> Problem details:
Only the lines from the beginning of the entries through the one with "--surface:#204164; --page:#28486a; --text:#f1f3f6;" should be written out, please, exactly and without any pictures.

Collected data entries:

- Opening Delimiter -

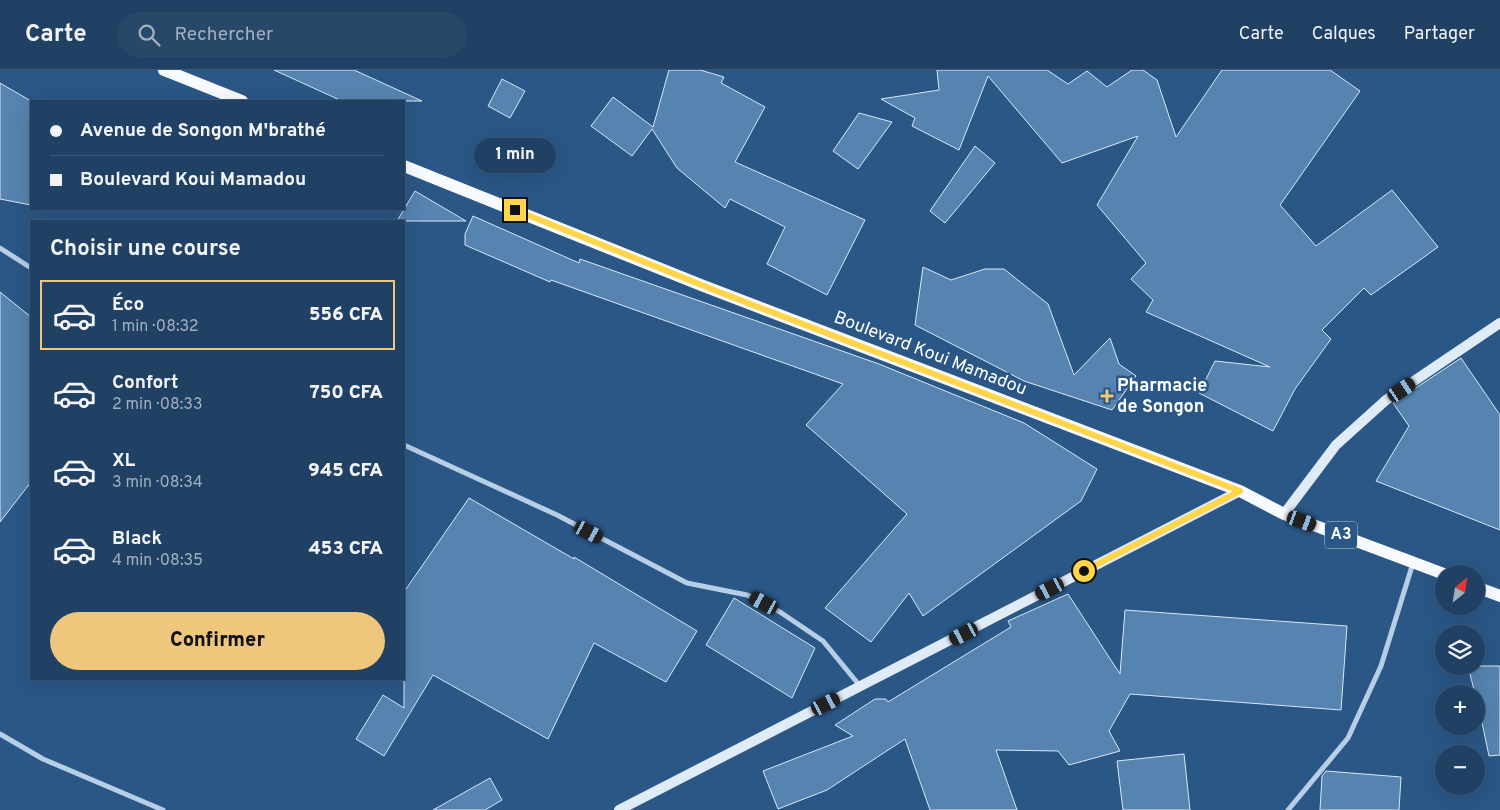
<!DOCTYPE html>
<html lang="fr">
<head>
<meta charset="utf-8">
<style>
  :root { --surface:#204164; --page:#28486a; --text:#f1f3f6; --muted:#a2afbf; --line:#3d5a78; --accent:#eec77d }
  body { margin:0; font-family:Overpass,sans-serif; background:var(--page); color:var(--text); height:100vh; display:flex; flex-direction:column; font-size:19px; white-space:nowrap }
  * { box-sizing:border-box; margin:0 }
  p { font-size:16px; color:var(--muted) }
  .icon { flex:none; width:28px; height:28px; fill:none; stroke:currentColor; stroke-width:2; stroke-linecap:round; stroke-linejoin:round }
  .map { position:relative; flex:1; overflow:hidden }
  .panel { position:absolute; left:30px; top:150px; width:375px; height:460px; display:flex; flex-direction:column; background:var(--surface); border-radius:0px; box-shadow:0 5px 20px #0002,0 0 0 1px var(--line) }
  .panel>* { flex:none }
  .top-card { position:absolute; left:30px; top:30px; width:375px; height:110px; border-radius:0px; box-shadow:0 5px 20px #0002,0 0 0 1px var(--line); display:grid; align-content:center; height:110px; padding:0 20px; background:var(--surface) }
  .needle { width:32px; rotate:30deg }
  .buttons { position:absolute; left:1435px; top:495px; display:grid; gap:10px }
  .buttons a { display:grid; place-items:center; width:50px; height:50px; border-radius:50%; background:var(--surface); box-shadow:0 5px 20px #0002,0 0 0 1px var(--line); font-size:25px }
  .end { position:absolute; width:22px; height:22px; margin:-11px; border:6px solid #ffd54a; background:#111; box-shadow:0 0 0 2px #111 }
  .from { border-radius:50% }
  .bubble { position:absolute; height:35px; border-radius:18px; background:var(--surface); box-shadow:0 5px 20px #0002,0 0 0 1px var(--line); font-size:16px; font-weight:800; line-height:35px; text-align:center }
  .car { position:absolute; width:15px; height:30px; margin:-15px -8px; border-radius:6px; box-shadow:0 0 4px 1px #0007; background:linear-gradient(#222 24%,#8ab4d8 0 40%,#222 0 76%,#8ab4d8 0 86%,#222 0) }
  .top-card b { display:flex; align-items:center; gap:18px; height:48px; font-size:19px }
  .top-card b+b { border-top:1px solid var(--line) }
  .top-card i { width:12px; height:12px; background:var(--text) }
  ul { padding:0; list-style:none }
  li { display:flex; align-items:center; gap:15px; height:70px; margin:0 10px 8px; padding:0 10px; border:2px solid transparent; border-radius:0px }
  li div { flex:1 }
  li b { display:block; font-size:19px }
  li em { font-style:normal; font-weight:800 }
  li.on { border-color:var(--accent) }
  li>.icon { width:45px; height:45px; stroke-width:1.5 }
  h2 { padding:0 20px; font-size:22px; line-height:60px }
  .action { display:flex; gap:10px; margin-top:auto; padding:10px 20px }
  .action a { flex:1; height:58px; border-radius:30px; background:var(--accent); color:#111; font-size:20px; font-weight:800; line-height:58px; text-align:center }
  header { display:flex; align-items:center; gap:30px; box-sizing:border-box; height:70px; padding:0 25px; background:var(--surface); border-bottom:1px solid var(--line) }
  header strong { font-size:24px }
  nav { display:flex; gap:28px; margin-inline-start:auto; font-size:18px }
  .search { width:350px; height:45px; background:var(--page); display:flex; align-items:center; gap:12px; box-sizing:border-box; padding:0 18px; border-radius:28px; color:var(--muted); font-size:19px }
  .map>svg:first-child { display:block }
</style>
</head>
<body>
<header>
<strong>Carte</strong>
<div class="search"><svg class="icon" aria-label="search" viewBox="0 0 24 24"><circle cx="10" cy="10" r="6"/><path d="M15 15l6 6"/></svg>Rechercher</div>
<nav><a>Carte</a><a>Calques</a><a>Partager</a></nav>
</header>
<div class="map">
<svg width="1500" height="740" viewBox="0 0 1500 740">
  <rect width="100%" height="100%" fill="#2a5786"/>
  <!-- building -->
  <g fill="#5683af" stroke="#d9e8f6">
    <path d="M274,0H354L422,31H342Z"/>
    <path d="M669,0H700L724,7L721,13L765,37L735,92L865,150L827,225L767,194L785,157L730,129L725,138L677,98L652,59L632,86L591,56L613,27L653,57Z"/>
    <path d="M937,0H1047L1068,14L1087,1L1107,17L1132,0H1143L1157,10L1176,67L1222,0H1330L1360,21L1280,135L1316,176L1392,120L1438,177L1371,225L1364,218L1322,260L1331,269L1295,319L1273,361L1199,323L1215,291L1270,297L1146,242L1153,230L1131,209L1146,193L1097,135L1138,66L1062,93L988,6L959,80L912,56L915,48L881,29L939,20Z"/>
    <path d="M502,9L525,21L510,48L488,36Z"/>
    <path d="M0,13L31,31V135L0,129Z"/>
    <path d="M859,43L892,52L858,99L833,81Z"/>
    <path d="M975,76L995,93L945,153L930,141Z"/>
    <path d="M415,121L466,151H397Z"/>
    <path d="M473,146L579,193L580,189L879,294L1024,353L1097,399L1081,431L923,546L909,523L871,572L825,538L907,444L806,355L843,314L551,210L550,212L465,175V164Z"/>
    <path d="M923,197L951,210L985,199H1004L1048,234L1074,305L1110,268L1119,294L1136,306L1112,340L1024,311L915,255Z"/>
    <path d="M0,222L31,247V412L0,452Z"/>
    <path d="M1461,288L1500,345V460L1376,411L1409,356L1393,333Z"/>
    <path d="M469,428L574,489V487L697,561L666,612L594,573L548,669L433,605L384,686L356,669L383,625L404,638V522Z"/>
    <path d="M1068,524L1120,604L1125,540L1347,556L1341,640L1130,624L1109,661L1120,681L1069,695L1058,681L996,680L1017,740H930L905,669L827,720L778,739L763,701L853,666L835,655L875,629H886L888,632L1011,557L1008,551Z"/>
    <path d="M734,528L815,578L792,628L706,575Z"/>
    <path d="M1468,596H1500V685L1489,686L1476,624H1475Z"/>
    <path d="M1184,684L1190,740H1123L1117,691Z"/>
    <path d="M1326,701L1401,707L1399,740H1320L1322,706Z"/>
    <path d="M490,708L502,730L485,740H433Z"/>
  </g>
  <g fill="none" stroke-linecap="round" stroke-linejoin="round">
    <!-- street -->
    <g stroke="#b6cfe7" stroke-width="5">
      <path d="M0,178L31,198"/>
      <path d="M404,375L557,445L687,513L747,525L780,542L823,571L860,616"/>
      <path d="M0,664L43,689L163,740"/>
      <path d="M1288,740L1348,668L1381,596L1413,493"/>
    </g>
    <!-- secondary -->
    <g stroke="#dfebf7" stroke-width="10">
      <path d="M1284,444L1336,375L1386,330L1500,253"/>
      <path d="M619,740L1240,421"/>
    </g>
    <!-- primary -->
    <g stroke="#f7fafe" stroke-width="12">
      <path d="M164,0L242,31"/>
      <path d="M404,96L701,215L1240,421L1284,444L1444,504"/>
      <path d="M1476,517L1500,526"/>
    </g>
  </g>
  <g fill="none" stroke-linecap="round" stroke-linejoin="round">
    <!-- route -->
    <path stroke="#ffd54a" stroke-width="6" d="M515,140L719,222L1240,421L1084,501"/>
  </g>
  <!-- markers -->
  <path fill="#eec77d" stroke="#2a5786" stroke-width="2" d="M1104.5 318.5h5v5h5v5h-5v5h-5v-5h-5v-5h5z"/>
  <g text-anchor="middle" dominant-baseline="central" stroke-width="5" stroke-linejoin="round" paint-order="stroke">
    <!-- shield labels -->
    <rect fill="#2a5786" stroke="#bfcddb" stroke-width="1" x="1325" y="451.5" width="32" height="27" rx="4"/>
    <g font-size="16" font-weight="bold" fill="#fff">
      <text x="1341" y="465">A3</text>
    </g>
    <!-- street labels -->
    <g font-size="18" fill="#fff" stroke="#2a5786">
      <text transform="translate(930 284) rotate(21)">Boulevard Koui Mamadou</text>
    </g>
    <!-- poi labels -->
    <g font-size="18" font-weight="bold" fill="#fff" stroke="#2a5786" text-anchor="start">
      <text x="1117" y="316">Pharmacie<tspan x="1117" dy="21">de Songon</tspan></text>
    </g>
  </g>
</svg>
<div class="buttons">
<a><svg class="needle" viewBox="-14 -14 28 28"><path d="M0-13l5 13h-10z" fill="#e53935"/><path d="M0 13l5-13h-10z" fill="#a2afbf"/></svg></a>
<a><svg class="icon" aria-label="layers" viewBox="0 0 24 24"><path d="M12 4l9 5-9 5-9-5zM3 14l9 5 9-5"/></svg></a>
<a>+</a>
<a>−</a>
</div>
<i class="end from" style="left:1084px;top:501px"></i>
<i class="end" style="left:515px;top:140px"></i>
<div class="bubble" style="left:474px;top:68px;width:82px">1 min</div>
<i class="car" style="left:1402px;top:320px;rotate:56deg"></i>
<i class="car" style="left:1302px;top:451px;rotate:110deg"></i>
<i class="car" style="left:589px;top:462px;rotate:118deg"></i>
<i class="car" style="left:1050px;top:519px;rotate:243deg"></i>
<i class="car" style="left:764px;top:533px;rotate:298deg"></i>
<i class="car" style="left:964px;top:564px;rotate:243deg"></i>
<i class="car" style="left:826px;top:634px;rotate:63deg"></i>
<div class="top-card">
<b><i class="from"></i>Avenue de Songon M'brathé</b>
<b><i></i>Boulevard Koui Mamadou</b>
</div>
<section class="panel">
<h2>Choisir une course</h2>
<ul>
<li class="on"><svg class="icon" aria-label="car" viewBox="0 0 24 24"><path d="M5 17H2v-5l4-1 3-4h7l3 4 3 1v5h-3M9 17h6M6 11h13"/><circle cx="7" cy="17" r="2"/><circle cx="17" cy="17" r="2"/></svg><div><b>Éco</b><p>1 min · 08:32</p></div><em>556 CFA</em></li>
<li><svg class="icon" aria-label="car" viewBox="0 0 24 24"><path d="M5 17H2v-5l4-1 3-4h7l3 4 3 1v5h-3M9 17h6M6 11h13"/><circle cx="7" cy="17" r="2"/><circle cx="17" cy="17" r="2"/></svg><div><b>Confort</b><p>2 min · 08:33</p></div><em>750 CFA</em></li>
<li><svg class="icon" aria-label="car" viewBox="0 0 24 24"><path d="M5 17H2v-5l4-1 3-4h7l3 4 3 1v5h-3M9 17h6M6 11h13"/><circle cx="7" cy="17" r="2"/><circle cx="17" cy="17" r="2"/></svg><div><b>XL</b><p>3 min · 08:34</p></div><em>945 CFA</em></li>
<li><svg class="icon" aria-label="car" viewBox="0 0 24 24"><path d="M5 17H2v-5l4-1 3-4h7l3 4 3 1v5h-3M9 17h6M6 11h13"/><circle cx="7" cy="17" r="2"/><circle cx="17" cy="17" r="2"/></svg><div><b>Black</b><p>4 min · 08:35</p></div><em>453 CFA</em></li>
</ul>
<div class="action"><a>Confirmer</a></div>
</section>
</div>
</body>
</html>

- Closing Delimiter -

> Written response:
<!DOCTYPE html>
<html lang="fr">
<head>
<meta charset="utf-8">
<style>
  :root { --surface:#204164; --page:#28486a; --text:#f1f3f6; --muted:#a2afbf; --line:#3d5a78; --accent:#eec77d }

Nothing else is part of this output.